Within the data below, tally the lines that contain "size" and state only the total.

:::

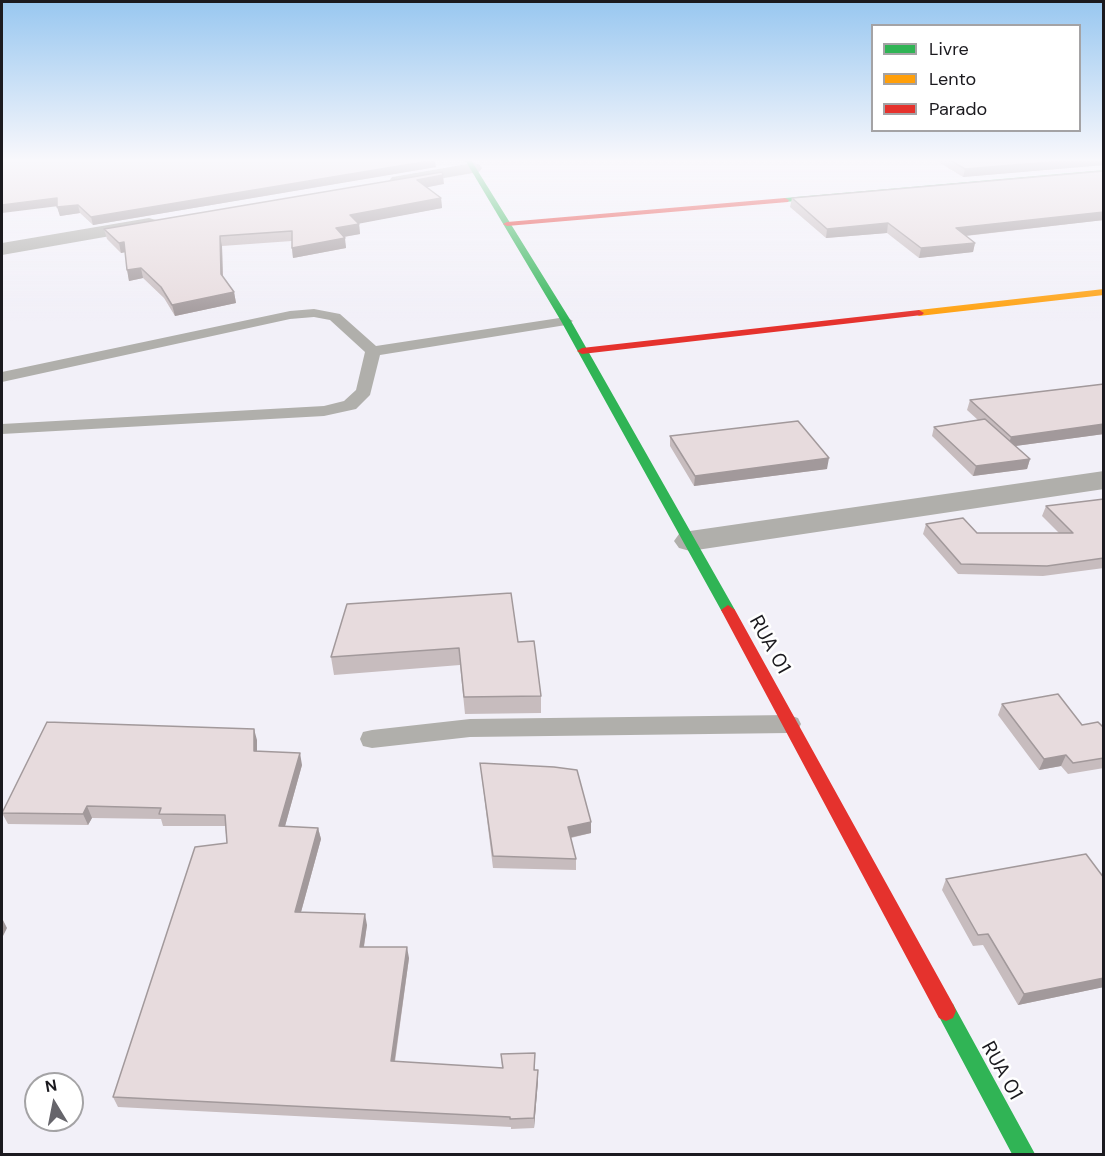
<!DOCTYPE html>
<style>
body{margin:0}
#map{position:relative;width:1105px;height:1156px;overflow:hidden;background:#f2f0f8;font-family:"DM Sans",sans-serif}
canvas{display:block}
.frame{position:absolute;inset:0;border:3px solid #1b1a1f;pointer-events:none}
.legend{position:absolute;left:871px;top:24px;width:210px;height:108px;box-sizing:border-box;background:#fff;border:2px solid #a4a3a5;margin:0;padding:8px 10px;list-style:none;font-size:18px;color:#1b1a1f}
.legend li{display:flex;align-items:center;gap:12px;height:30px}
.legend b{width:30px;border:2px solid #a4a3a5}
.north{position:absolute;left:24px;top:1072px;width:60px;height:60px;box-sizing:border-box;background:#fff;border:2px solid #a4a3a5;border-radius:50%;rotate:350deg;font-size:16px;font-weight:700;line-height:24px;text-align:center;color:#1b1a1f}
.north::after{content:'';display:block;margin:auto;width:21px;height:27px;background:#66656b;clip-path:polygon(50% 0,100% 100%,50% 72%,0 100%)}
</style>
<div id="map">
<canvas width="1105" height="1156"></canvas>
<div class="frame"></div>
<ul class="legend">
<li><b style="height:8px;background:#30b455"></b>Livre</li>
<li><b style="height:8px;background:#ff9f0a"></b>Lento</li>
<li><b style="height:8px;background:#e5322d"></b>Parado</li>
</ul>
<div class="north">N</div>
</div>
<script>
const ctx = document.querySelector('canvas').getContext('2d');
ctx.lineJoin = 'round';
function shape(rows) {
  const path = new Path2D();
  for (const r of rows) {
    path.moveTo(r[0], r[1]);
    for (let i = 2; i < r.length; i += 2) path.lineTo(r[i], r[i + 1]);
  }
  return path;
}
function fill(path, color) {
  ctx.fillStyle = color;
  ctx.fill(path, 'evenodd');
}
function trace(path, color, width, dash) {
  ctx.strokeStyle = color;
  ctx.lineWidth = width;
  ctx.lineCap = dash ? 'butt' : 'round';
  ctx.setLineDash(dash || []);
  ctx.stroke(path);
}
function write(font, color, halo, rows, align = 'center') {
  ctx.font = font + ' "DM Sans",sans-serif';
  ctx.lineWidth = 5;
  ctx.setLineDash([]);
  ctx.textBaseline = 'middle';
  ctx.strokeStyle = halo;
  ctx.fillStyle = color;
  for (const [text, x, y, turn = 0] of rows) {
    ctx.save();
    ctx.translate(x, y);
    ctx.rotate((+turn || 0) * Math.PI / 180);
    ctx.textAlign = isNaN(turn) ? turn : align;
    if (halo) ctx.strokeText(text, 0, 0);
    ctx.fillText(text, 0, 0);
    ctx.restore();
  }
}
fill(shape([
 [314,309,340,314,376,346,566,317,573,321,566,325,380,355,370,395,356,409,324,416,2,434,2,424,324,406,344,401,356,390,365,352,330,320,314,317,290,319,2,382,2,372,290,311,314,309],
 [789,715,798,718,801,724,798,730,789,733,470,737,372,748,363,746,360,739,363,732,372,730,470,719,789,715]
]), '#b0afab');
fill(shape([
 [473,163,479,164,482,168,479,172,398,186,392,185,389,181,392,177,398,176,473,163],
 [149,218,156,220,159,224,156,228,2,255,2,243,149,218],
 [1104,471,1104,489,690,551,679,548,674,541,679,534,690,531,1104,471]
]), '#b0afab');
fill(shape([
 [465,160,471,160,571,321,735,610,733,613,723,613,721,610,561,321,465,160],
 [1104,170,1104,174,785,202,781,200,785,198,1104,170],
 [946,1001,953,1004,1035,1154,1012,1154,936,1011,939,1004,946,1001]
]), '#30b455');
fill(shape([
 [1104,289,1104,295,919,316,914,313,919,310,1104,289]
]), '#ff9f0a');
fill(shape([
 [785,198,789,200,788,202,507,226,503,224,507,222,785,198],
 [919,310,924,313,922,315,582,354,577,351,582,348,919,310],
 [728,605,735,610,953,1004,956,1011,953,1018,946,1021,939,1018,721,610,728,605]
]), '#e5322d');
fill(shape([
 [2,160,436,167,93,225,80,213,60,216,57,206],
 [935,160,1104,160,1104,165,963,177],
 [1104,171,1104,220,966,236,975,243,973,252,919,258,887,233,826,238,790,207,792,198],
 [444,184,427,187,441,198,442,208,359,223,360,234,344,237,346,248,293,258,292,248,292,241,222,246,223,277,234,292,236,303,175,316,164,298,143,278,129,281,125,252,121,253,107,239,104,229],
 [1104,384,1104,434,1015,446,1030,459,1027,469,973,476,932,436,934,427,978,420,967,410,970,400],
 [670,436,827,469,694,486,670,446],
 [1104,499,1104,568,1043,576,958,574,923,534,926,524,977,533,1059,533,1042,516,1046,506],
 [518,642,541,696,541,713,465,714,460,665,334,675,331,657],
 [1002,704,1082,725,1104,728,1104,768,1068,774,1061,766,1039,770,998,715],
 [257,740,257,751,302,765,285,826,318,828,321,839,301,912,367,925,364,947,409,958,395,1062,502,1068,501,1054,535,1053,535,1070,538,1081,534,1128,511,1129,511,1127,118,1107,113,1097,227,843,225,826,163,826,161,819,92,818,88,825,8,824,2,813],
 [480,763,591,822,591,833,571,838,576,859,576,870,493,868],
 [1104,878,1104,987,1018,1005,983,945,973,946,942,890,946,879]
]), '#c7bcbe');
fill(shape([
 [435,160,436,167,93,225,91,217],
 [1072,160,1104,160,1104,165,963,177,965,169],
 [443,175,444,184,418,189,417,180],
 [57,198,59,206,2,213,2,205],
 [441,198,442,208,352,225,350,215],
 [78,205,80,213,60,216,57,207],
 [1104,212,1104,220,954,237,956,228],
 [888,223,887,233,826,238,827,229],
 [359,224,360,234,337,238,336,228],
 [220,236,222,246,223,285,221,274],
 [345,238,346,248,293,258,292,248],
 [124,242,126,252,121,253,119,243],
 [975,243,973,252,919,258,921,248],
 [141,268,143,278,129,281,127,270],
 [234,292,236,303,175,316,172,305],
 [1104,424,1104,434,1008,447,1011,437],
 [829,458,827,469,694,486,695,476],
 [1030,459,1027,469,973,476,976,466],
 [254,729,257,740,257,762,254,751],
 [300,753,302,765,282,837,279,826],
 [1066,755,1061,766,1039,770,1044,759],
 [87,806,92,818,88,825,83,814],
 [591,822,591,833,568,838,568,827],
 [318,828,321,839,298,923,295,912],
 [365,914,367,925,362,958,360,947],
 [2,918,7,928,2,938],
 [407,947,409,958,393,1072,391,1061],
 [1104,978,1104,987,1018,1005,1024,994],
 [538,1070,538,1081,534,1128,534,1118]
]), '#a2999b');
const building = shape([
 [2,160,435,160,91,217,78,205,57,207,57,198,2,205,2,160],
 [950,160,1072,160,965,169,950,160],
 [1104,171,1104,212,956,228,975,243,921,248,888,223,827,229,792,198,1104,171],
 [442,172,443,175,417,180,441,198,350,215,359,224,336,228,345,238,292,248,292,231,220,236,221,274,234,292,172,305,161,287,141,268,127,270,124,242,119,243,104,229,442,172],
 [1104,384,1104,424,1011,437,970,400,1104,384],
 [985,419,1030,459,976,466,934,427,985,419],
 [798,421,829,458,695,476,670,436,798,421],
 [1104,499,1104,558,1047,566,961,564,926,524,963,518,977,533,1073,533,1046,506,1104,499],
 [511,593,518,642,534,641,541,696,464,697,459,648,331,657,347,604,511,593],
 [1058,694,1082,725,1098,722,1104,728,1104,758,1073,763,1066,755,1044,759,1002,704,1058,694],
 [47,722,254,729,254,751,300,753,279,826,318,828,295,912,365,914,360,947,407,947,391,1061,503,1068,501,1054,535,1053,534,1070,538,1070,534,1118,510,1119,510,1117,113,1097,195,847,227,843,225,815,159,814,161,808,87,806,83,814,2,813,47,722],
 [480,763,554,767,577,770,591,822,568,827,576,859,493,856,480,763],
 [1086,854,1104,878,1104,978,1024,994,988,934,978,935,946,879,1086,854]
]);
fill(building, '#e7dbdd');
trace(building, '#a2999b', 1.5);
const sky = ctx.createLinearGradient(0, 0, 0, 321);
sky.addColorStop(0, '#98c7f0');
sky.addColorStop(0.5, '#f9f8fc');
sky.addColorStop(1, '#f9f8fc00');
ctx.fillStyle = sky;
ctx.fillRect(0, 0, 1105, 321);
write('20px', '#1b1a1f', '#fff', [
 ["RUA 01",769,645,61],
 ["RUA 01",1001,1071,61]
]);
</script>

:::

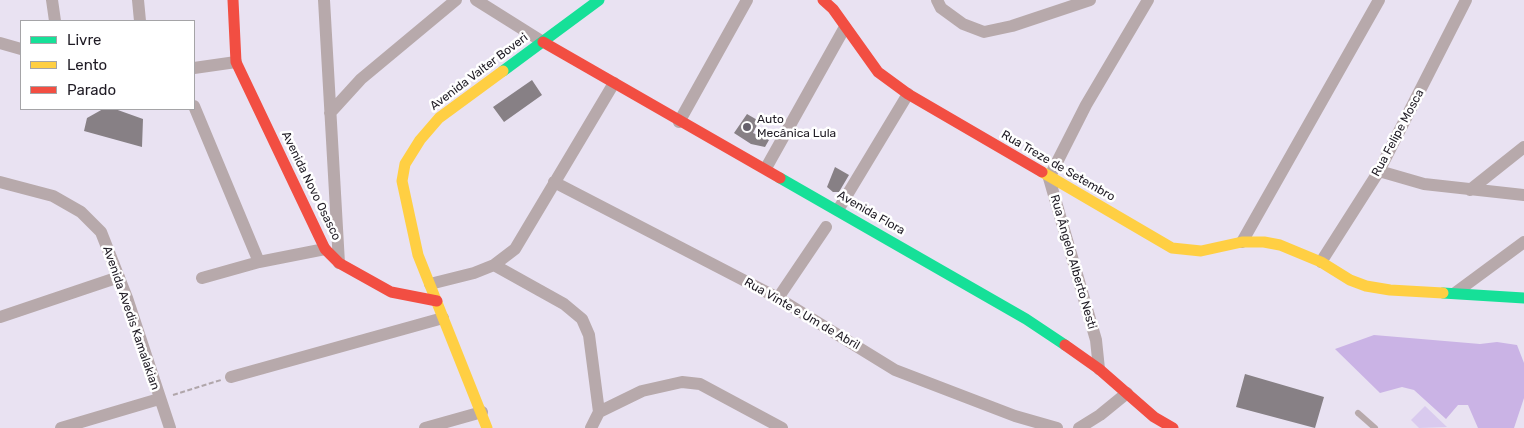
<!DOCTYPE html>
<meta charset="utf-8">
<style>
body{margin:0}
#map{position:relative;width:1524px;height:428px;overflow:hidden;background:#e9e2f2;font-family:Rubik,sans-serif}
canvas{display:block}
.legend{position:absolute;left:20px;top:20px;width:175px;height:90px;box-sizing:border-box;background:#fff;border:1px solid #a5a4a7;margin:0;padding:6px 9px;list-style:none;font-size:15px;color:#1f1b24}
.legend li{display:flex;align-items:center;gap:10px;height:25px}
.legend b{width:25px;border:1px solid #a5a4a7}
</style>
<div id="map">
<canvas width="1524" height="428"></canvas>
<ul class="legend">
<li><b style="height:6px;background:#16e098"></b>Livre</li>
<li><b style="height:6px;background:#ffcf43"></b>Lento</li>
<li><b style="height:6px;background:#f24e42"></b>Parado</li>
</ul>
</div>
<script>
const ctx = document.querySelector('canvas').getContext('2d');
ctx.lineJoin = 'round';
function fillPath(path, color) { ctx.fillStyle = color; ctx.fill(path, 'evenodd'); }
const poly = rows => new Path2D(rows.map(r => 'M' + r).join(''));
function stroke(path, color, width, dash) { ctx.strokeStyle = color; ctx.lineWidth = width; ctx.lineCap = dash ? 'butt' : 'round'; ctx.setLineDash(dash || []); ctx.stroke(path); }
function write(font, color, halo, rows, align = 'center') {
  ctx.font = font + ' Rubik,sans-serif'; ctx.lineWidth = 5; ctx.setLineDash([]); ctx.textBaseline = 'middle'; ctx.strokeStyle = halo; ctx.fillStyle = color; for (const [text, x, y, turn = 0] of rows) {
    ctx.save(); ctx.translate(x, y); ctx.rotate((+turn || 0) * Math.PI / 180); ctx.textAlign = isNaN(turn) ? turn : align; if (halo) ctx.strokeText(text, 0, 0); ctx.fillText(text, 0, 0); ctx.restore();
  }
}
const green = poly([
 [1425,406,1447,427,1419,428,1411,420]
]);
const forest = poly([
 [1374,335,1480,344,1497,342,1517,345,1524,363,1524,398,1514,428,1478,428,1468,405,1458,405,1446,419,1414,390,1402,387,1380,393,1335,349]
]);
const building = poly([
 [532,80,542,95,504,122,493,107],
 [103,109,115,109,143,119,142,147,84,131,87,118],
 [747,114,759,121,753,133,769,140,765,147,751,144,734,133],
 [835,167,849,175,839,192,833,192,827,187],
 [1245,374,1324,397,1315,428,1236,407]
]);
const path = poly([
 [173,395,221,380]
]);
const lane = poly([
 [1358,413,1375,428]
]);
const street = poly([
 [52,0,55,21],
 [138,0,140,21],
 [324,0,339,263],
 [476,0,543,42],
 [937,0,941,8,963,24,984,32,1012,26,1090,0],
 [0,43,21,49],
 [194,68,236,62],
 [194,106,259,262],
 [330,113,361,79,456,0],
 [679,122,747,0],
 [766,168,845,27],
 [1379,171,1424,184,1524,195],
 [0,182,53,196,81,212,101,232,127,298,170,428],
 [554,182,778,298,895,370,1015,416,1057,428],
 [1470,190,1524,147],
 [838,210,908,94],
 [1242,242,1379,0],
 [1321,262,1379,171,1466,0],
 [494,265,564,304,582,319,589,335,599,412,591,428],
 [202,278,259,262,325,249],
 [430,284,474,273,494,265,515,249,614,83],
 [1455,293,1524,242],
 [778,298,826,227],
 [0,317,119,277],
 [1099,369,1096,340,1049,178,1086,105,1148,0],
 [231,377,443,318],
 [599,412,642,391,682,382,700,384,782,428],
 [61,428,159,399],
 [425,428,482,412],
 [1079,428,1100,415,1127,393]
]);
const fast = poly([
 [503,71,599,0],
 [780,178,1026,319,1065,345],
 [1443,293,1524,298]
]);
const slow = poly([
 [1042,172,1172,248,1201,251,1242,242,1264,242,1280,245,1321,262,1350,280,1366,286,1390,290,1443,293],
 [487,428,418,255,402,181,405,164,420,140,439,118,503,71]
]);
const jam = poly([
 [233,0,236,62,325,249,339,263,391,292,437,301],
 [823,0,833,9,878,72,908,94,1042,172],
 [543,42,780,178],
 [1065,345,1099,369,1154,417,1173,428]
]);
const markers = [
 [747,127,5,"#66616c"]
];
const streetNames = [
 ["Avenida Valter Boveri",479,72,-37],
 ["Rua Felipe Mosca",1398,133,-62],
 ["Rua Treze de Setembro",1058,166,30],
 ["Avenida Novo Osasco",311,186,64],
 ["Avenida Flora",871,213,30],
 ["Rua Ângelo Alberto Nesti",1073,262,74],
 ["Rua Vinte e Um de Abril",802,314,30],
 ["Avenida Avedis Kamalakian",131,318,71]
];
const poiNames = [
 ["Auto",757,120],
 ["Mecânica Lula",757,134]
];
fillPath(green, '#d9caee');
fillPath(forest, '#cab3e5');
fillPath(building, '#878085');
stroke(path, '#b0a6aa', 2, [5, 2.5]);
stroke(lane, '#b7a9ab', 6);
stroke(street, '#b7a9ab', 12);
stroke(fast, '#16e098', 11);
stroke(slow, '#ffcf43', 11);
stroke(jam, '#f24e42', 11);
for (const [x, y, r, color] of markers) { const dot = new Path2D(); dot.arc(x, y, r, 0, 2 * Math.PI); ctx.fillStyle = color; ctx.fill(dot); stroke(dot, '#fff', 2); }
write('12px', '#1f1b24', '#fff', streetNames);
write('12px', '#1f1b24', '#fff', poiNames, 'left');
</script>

:::

▶ Answer box
3